Si pour aider les exploitants, le gouvernement a mis en place des palliatifs temporaires sous forme d’aides de trésorerie remboursables, celles-ci ne sont pas toutes de nature à remédier aux difficultés financières des exploitations. Faute de percevoir les versements prévus au titre de la Politique Agricole Commune certains agriculteurs se trouvent désormais en situation de grande détresse financière et familiale.
Dans l’attente du versement effectif des aides publiques, il peut être intéressant de se tourner vers les solutions contentieuses qui seraient susceptibles d’obliger l’Etat à payer rapidement l’essentiel des sommes dont il est redevable.
Or, il existe un mécanisme contentieux devant le juge administratif dont la raison d’être consiste précisément à résoudre ce type de difficultés : le référé provision.
Les délais d’instruction d’un recours en responsabilité classique devant le tribunal administratif pouvant être relativement longs, il a été introduit en 1988 dans le Code de Justice Administrative, une procédure particulière permettant au requérant d’obtenir en référé une provision sur les sommes qui lui sont dues.
Le référé provision est la procédure qui permet d’obtenir une grande partie de la somme d’argent demandée avant que la procédure sur le fond ne soit jugée ou même engagée.
Les conditions de mise en œuvre de cette procédure sont relativement simples.
L’article R.541-1 du code de justice administrative conditionne le paiement par avance d’une partie de la somme demandée au fait que l’obligation de payer ne soit pas sérieusement contestable.
Le référé provision permet ainsi à un créancier d’obtenir du juge administratif les sommes que son débiteur refuse de lui payer.
Pour engager la procédure, le créancier n’est pas tenu de justifier au juge qu’il a introduit par ailleurs une action au fond et il n’est pas non plus contraint de justifier que son action est commandée par l’urgence.

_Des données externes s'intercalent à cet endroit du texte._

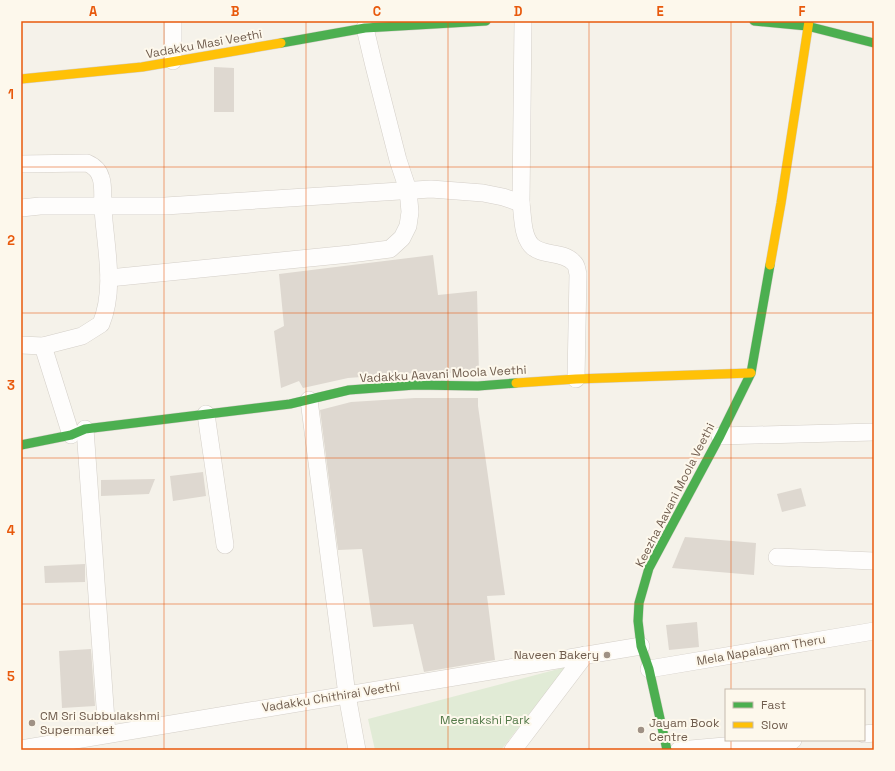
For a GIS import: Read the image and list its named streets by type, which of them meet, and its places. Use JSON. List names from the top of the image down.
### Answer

Cette procédure présente, en outre l’avantage d’interrompre la prescription. L’interruption de la prescription présente un intérêt pratique non négligeable puisqu’elle permet, en cas d’échec de la procédure de référé provision, de reprendre les mêmes demandes dans une procédure au fond avec la tranquillité d’esprit nécessaire pour compléter éventuellement un dossier qui n’aura pas convaincu le juge du référé.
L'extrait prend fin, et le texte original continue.